Инструментарий, выработанный в рамках нотариальных отношений, направленный на нивелирование техногенных факторов и, к сожалению, не имеющий аналогов в процессуальных отношениях, несмотря на функционирование отдельных элементов электронного правосудия с 2011 года в системе арбитражных судов, можно транслировать и на процессуальные отношения в контексте определения факторов риска и выработки правовых инструментов, одинаково применимых на всех трех этапах реализации конституционного права на судебную защиту.

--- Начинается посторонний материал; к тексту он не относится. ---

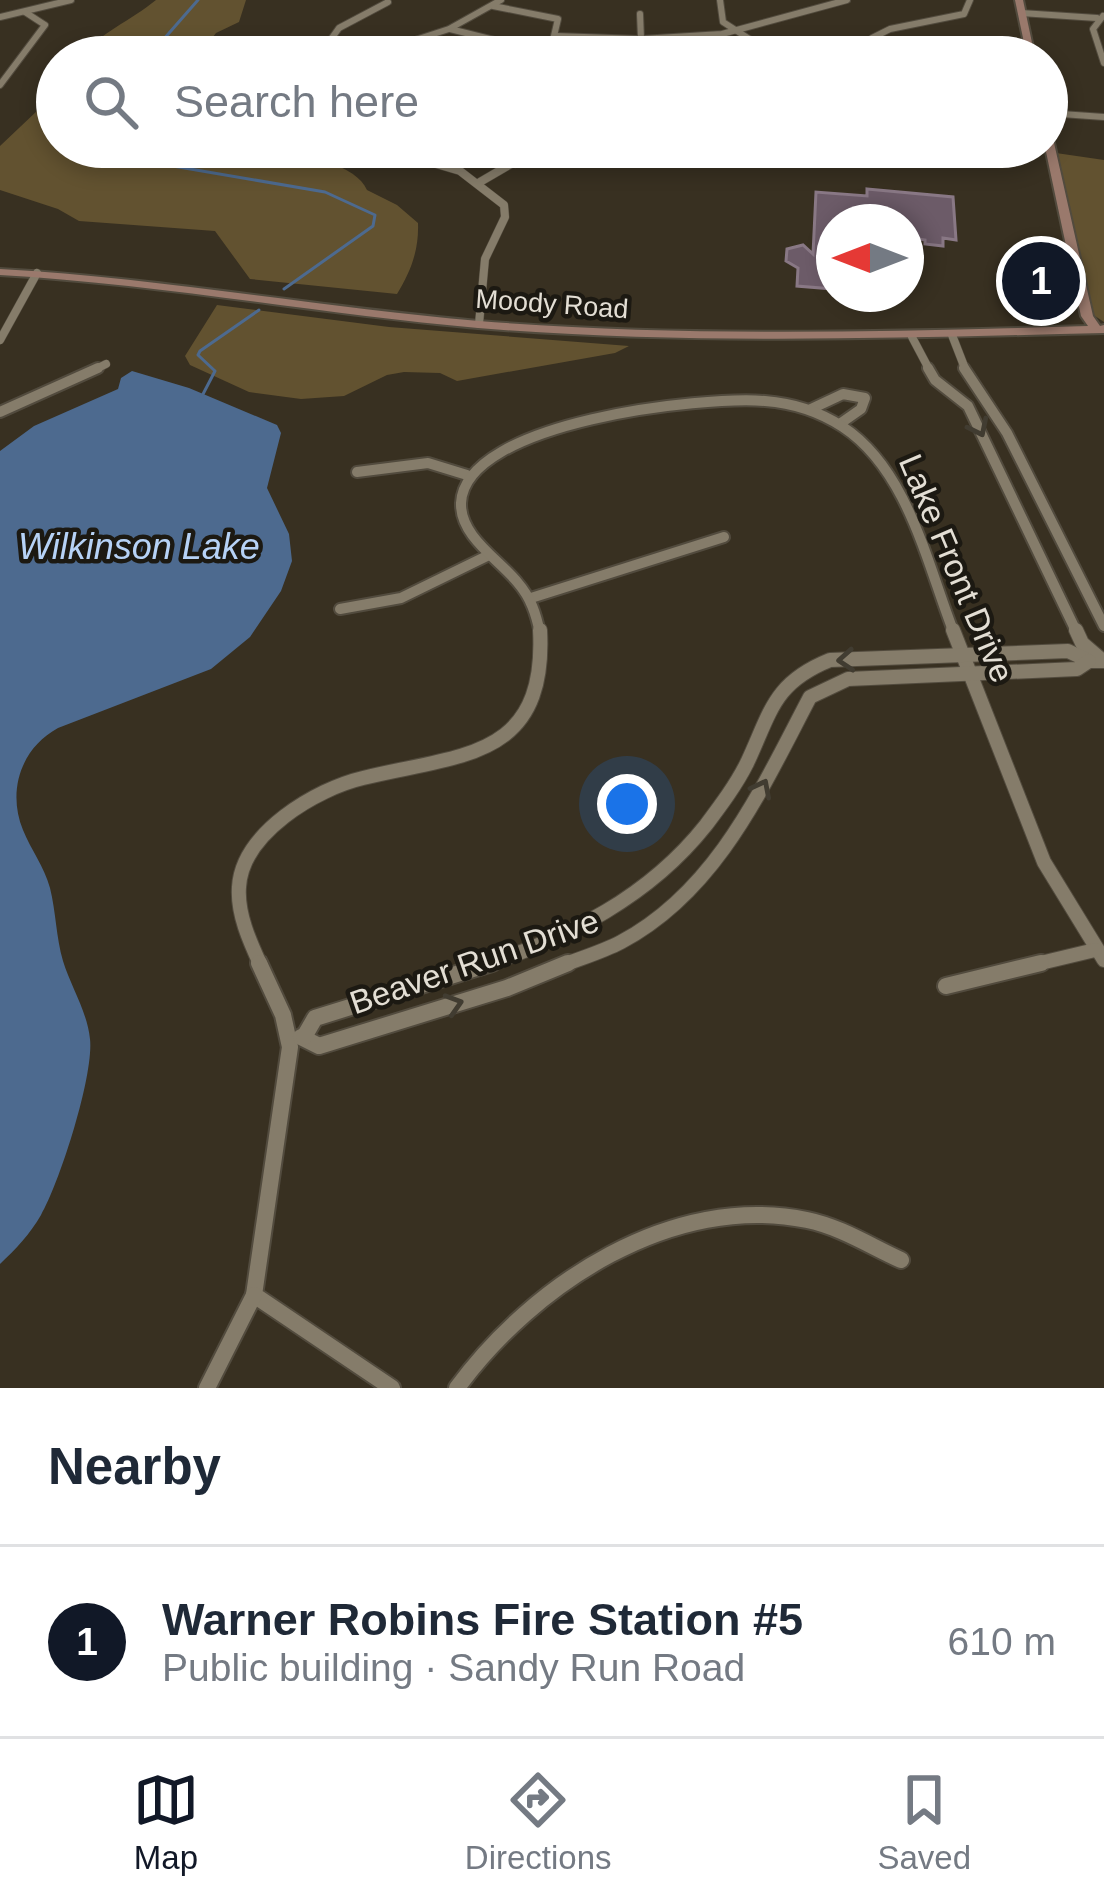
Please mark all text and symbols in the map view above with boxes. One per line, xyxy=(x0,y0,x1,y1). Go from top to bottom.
search box xyxy=(36,36,1068,168)
icon: search xyxy=(78,69,144,135)
text: Search here xyxy=(174,76,419,127)
north arrow xyxy=(816,204,924,312)
pin: 1 xyxy=(1002,236,1080,326)
street label: Moody Road xyxy=(475,284,629,324)
one-way arrow xyxy=(965,416,988,437)
street label: Lake Front Drive xyxy=(892,449,1021,688)
water label: Wilkinson Lake xyxy=(18,526,260,567)
one-way arrow xyxy=(836,647,855,673)
your location xyxy=(597,774,657,834)
one-way arrow xyxy=(747,778,770,800)
street label: Beaver Run Drive xyxy=(345,902,603,1021)
one-way arrow xyxy=(443,993,464,1018)
text: Nearby xyxy=(48,1438,221,1495)
text: Warner Robins Fire Station #5 xyxy=(162,1594,803,1645)
text: 1 xyxy=(76,1620,98,1663)
text: 610 m xyxy=(948,1620,1056,1663)
text: Public building · Sandy Run Road xyxy=(162,1646,745,1689)
tab: Map xyxy=(133,1767,199,1877)
tab: Directions xyxy=(465,1767,612,1877)
tab: Saved xyxy=(877,1767,971,1877)

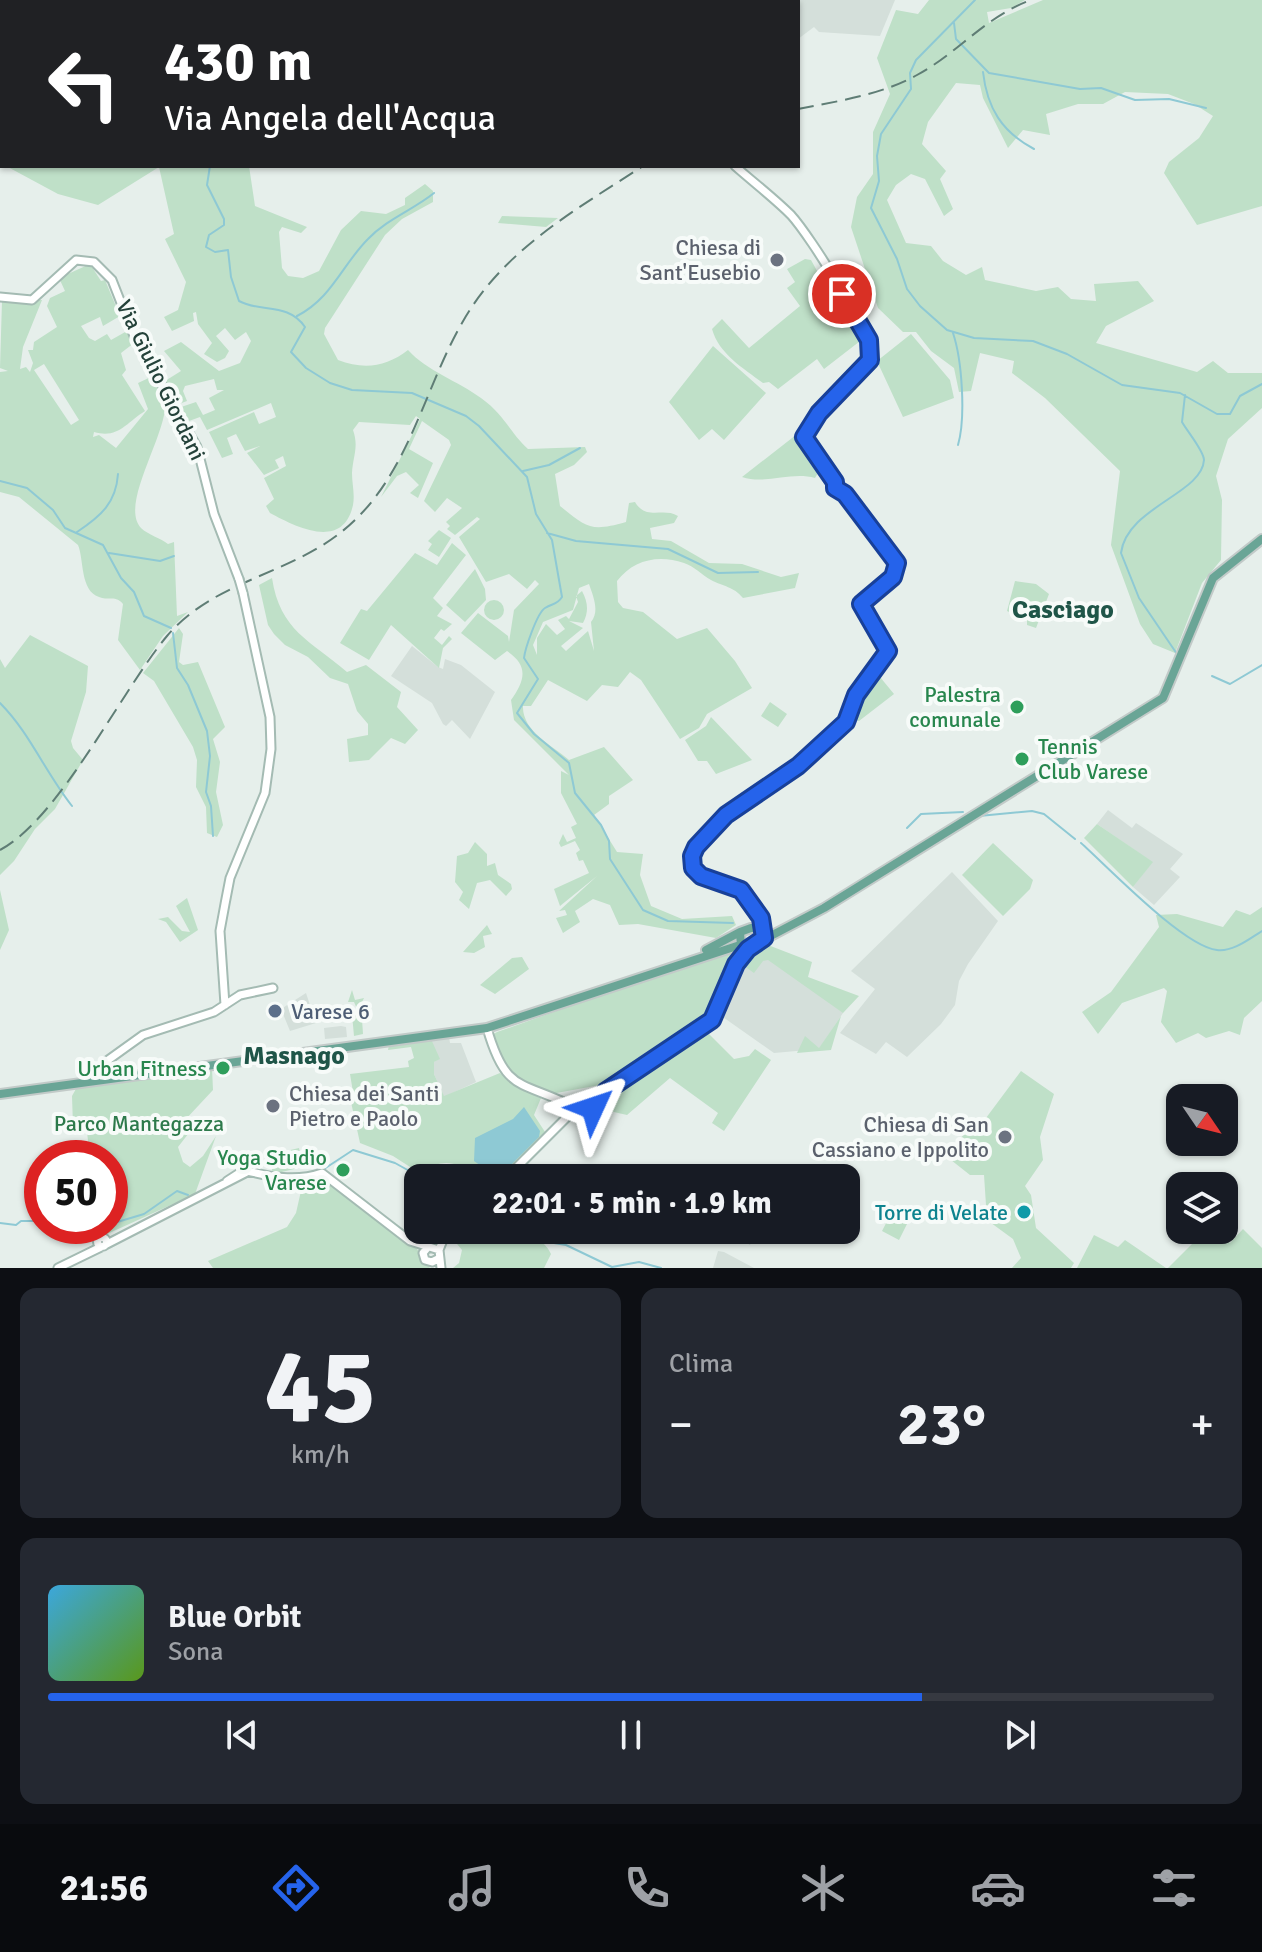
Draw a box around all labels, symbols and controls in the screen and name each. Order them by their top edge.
text: 430 m [164,27,312,96]
icon: left [32,32,136,136]
text: Via Angela dell'Acqua [164,96,496,141]
place label: Chiesa di Sant'Eusebio [640,234,761,286]
marker: Chiesa di Sant'Eusebio [768,251,786,269]
pin [808,260,876,328]
icon: arrive [820,272,864,316]
street label: Via Giulio Giordani [110,295,212,465]
district label: Casciago [1012,594,1114,626]
place label: Palestra comunale [909,681,1001,733]
marker: Palestra comunale [1008,698,1026,716]
place label: Tennis Club Varese [1038,733,1148,785]
marker: Tennis Club Varese [1013,750,1031,768]
place label: Varese 6 [291,998,370,1025]
marker: Varese 6 [266,1002,284,1020]
district label: Masnago [243,1040,345,1072]
place label: Urban Fitness [77,1055,207,1082]
marker: Urban Fitness [214,1059,232,1077]
position arrow [551,1066,635,1150]
place label: Chiesa dei Santi Pietro e Paolo [289,1080,440,1132]
north arrow [1166,1084,1238,1156]
map controls [1166,1084,1238,1244]
marker: Chiesa dei Santi Pietro e Paolo [264,1097,282,1115]
park label: Parco Mantegazza [54,1110,224,1137]
place label: Chiesa di San Cassiano e Ippolito [812,1111,989,1163]
marker: Chiesa di San Cassiano e Ippolito [996,1128,1014,1146]
speed limit sign: 50 [24,1140,128,1244]
place label: Yoga Studio Varese [217,1144,327,1196]
marker: Yoga Studio Varese [334,1161,352,1179]
button: layers [1166,1172,1238,1244]
text: 22:01 · 5 min · 1.9 km [492,1185,772,1222]
place label: Torre di Velate [875,1199,1008,1226]
marker: Torre di Velate [1015,1203,1033,1221]
text: 45 [264,1323,377,1451]
text: Clima [669,1348,733,1380]
text: 23° [897,1388,986,1462]
text: − [669,1398,693,1452]
text: + [1190,1398,1214,1452]
text: km/h [291,1439,350,1471]
text: Blue Orbit [168,1599,301,1636]
text: Sona [168,1636,223,1668]
icon: previous [220,1713,264,1757]
icon: pause [609,1713,653,1757]
icon: next [998,1713,1042,1757]
icon: directions [268,1860,324,1916]
icon: music [444,1860,500,1916]
icon: phone [619,1860,675,1916]
icon: climate [795,1860,851,1916]
icon: car [970,1860,1026,1916]
icon: filters [1146,1860,1202,1916]
text: 21:56 [60,1866,148,1911]

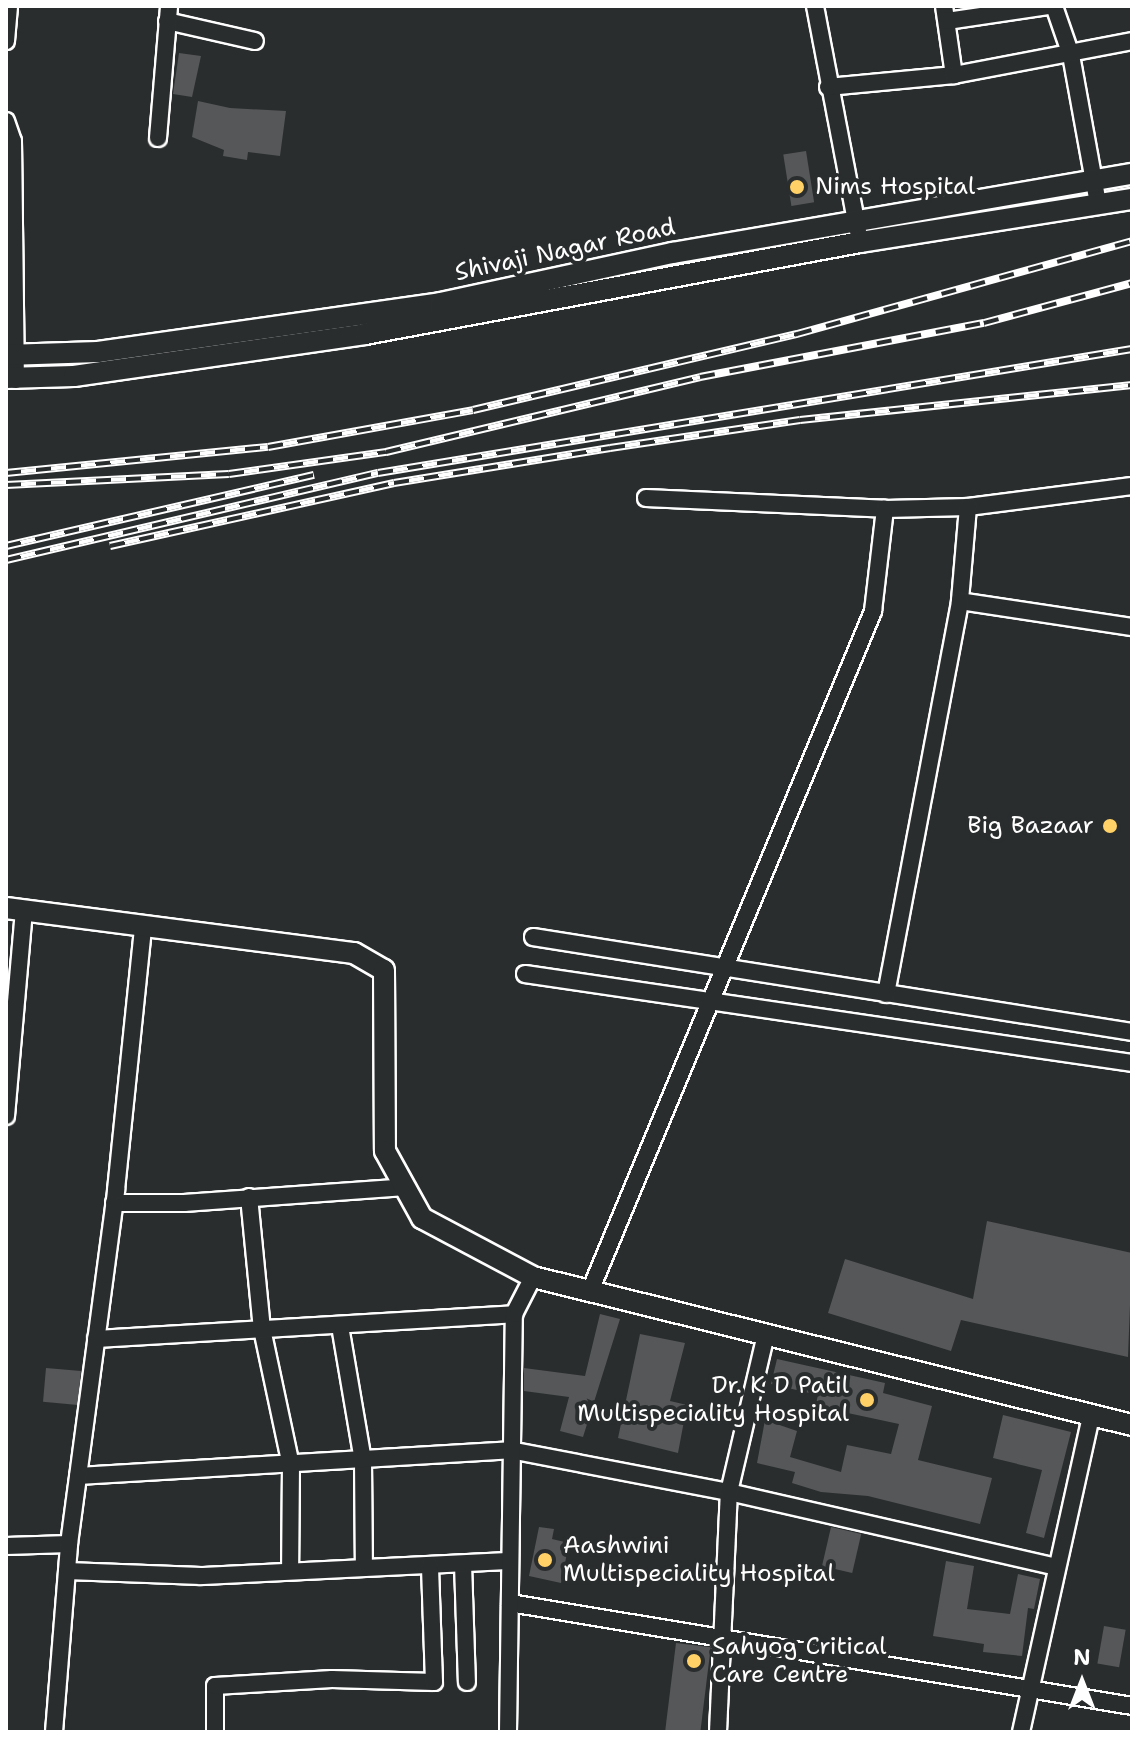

Все имеющиеся в настоящее время факторы риска, на наш взгляд, можно условно разделить на три группы.


Правовые риски, возникающие в условиях цифровой экономики при реализации доступа к правосудию и отправлении правосудия


К первой группе факторов риска можно отнести возможное постепенное отступление от законодательного регулирования в плоскость подзаконного нормативного регулирования, в силу наличия большого блока технических регуляторов и технических требований, что обусловлено внедрением элементов электронного правосудия. 


Так, например, согласно пунктам 2.2.1, 2.2.2 Порядка подачи в федеральные суды общей юрисдикции документов в электронном виде, в том числе в форме электронного документа, электронный образ документа создается с помощью средств сканирования. Сканирование документа на бумажном носителе должно производиться в масштабе 1:1 в черно-белом либо сером цвете (качество 200-300 точек на дюйм), обеспечивающем сохранение всех реквизитов и аутентичных признаков подлинности. Файл электронного образа документа должен быть в формате PDF (рекомендуется создавать электронный образ документа с возможностью копирования текста).


Несоблюдение данных технических параметров влечет отклонение в принятии к рассмотрению обращения, поданного в электронном виде, а это, в свою очередь, может привести в цепочке юридических фактов к срыву срока исковой давности либо процессуальных сроков, что подразумевает правовые последствия, имеющие процессуальные последствия для заявителя. При этом в основе будет лежать факт, например, изготовления текста обращения в формате, не предусмотренном Порядком, что, разумеется, означает, что в данном случае заявителем не соблюдено правило поведения, установленное подзаконным нормативным правовым актом.


Этим же подзаконным актом регламентируются правовые последствия, отличные от установленных отраслевым процессуальным законодательством. Так, заявителю направляется уведомление об отклонении его обращения, поданного в электронном виде, если документы нечитаемы, в частности: страницы документа (документов) перевернуты; документ (документы) содержит не все страницы; отсутствует возможность определить наличие всех страниц (поди. 3 п. 4.5 Порядка). При этом отсутствует законодательный механизм обжалования уведомления об отклонении. Согласно «Ответу в порядке внепроцессуального обращения» Нижегородского областного суда от 26 мая 2017 г. №33-18/1724 (Ответ в порядке внепроцессуального обращения от 26 мая 2017 г. №33-18/17: сайт Нижегородского обл. суда. URL: http://oblsudrm.ru/iniages/docunients/obrasli/ doc2_17.pdf (дата обращения: 26.06.2018).), «технический отказ в приеме обращения» по своей правовой природе судебным актом либо иным актом, подлежащим обжалованию, не является, обжалование технического отказа не предусмотрено Федеральным законом от 23 июня 2016 г. №220-ФЗ «О внесении изменений в отдельные законодательные акты Российской Федерации в части применения электронных документов в деятельности органов судебной власти» и Порядком подачи в федеральные суды общей юрисдикции документов в электронном виде, в том числе в форме электронного документа, утвержденного приказом Судебного департамента при Верховном Суде Российской Федерации от 27 декабря 2016 г.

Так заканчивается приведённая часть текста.